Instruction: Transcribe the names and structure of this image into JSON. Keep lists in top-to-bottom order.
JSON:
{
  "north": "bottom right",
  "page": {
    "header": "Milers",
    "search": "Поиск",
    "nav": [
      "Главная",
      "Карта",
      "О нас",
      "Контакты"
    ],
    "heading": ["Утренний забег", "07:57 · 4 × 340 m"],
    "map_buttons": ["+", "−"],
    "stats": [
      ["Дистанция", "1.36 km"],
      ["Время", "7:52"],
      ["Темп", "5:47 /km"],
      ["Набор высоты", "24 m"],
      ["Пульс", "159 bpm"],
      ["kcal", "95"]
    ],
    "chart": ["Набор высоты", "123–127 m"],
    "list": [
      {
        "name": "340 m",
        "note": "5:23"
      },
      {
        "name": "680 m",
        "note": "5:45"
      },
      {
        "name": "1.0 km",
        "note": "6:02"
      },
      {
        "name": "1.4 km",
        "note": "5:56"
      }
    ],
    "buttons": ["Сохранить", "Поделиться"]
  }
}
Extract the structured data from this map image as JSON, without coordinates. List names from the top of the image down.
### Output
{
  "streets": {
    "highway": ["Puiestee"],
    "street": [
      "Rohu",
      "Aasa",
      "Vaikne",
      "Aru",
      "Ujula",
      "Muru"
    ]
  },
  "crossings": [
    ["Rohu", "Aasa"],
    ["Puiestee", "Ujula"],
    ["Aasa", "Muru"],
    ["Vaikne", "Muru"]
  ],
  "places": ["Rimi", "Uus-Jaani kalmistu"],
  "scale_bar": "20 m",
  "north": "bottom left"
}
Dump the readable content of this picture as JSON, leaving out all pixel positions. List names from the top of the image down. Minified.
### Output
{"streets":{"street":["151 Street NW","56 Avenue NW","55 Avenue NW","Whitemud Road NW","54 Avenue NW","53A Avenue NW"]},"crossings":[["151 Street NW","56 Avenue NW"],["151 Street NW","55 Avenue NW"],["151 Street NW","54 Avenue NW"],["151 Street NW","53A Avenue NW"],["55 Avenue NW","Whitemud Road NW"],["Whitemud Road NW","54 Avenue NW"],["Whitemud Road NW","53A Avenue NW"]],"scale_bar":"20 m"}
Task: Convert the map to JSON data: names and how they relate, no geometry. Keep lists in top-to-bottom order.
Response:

____

Task description: Look through the material and find each line that includes "data", then copy it.

Solution to the exercise:
Extract the structured data from this map image as JSON, without coordinates. List names from the top of the image down.
Task: Convert the map to JSON data: names and how they relate, no geometry. Keep lists in top-to-bottom order.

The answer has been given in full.